In the entries below, filter for the word "function" and copy every matching line.

[[ EXERCISE INPUTS, beginning ]]

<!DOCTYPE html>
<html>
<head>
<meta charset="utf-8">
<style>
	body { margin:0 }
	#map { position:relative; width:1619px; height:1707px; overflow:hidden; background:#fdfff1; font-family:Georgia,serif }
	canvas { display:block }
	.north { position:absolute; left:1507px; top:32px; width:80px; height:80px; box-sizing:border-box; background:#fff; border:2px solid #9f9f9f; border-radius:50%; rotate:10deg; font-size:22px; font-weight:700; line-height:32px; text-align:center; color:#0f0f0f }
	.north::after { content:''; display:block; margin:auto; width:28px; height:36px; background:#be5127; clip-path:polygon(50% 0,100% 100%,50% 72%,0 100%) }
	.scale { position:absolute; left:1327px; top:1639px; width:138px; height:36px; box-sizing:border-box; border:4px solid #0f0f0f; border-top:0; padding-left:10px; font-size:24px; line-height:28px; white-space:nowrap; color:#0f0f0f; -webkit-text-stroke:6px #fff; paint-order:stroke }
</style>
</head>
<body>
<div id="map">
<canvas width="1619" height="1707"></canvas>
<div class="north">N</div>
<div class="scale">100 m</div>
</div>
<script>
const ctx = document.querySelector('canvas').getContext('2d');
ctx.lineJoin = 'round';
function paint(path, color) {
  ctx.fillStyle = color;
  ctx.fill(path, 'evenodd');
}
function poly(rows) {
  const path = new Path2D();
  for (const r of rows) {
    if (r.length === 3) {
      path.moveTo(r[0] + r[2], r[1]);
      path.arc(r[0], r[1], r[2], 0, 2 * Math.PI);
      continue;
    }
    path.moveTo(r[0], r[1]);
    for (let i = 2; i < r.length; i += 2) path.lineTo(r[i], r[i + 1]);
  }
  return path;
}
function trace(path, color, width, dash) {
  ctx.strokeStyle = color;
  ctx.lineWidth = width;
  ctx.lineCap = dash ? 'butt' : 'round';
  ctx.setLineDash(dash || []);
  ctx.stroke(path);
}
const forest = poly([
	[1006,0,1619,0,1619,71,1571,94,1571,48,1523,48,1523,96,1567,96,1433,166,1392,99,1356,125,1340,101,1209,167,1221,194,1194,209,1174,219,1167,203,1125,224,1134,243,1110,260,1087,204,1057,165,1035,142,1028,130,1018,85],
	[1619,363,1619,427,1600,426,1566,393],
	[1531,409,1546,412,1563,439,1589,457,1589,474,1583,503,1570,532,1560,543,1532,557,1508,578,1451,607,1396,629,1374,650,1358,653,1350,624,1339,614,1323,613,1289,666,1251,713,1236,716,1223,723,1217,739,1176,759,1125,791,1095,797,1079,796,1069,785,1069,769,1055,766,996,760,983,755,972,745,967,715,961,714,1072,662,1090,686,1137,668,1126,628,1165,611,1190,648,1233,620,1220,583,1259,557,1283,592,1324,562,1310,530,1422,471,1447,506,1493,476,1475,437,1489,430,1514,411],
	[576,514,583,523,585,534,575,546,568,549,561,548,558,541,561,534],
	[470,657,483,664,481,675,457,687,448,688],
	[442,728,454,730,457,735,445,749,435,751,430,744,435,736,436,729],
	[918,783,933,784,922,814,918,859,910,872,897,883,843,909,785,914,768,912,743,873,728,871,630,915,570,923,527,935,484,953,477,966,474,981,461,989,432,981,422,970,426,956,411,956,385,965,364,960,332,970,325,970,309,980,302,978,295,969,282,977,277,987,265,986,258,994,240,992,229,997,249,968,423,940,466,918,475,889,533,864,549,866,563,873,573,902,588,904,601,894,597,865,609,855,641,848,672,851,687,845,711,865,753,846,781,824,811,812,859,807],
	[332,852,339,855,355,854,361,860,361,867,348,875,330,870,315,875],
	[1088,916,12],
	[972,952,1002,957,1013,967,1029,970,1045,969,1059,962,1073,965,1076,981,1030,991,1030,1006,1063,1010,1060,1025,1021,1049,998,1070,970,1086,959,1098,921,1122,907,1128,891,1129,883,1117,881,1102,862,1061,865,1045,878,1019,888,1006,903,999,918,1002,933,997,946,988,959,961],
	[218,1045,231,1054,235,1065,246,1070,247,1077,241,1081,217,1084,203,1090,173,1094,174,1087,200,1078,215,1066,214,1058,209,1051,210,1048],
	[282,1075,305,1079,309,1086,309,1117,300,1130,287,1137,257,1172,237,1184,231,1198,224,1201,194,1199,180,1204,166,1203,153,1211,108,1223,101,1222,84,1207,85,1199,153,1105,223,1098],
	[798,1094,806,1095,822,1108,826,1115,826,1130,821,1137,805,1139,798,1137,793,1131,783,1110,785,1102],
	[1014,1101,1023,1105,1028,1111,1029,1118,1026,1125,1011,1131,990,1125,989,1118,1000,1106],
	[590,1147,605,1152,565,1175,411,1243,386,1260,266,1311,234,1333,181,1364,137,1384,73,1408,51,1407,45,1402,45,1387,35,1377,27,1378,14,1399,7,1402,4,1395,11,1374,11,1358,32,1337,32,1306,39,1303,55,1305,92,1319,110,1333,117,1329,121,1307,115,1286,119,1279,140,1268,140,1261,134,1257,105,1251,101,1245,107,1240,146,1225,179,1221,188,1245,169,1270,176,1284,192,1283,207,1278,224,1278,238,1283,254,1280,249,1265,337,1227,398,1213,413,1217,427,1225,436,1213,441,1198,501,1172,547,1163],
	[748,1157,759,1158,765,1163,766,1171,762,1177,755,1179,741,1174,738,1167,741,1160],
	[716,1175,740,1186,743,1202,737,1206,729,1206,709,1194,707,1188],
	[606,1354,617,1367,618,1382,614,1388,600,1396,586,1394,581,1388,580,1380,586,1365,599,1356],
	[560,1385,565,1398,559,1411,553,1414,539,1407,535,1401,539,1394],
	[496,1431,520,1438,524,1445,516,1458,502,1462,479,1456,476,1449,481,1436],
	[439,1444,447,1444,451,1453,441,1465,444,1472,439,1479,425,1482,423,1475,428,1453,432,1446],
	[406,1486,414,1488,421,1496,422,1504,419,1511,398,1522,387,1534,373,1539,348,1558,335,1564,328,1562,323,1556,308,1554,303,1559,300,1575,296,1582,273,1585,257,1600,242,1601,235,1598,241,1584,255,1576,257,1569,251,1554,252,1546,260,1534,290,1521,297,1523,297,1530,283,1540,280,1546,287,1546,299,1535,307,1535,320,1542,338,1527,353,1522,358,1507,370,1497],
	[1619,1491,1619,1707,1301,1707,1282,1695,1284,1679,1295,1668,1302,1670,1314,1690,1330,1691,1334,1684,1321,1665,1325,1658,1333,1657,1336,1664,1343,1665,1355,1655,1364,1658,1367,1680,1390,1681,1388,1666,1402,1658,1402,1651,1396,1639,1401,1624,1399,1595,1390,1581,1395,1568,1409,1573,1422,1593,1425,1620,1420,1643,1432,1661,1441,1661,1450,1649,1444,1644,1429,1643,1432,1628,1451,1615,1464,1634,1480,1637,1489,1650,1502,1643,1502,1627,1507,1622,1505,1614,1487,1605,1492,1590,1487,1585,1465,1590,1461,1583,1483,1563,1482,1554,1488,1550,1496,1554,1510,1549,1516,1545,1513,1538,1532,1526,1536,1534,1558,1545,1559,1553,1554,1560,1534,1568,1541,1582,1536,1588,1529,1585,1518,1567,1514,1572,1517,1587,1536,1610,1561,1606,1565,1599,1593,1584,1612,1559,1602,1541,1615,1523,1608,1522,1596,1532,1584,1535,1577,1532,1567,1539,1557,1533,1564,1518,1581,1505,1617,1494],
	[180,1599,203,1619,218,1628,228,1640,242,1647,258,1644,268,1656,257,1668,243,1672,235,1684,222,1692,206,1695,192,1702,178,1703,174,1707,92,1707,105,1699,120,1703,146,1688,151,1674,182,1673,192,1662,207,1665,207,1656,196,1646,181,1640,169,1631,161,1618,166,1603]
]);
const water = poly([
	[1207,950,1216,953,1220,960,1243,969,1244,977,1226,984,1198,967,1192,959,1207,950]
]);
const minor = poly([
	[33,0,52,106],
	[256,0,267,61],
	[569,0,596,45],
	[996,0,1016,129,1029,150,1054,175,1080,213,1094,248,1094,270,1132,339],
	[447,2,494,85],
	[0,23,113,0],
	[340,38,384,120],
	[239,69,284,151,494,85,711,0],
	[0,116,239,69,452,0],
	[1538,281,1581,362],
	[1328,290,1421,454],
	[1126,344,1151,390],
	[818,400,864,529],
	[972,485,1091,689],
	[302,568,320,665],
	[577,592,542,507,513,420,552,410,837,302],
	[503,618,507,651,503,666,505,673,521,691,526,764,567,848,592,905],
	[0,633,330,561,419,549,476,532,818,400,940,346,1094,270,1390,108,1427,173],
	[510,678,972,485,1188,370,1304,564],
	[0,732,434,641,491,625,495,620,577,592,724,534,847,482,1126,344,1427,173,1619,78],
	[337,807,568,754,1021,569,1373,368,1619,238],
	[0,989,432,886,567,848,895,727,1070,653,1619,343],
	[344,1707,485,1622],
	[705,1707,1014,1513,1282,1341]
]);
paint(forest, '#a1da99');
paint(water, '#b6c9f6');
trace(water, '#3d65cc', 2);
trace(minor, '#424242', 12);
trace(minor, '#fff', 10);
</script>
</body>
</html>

[[ EXERCISE INPUTS, end ]]

(EXPECTED ANSWER):
function paint(path, color) {
function poly(rows) {
function trace(path, color, width, dash) {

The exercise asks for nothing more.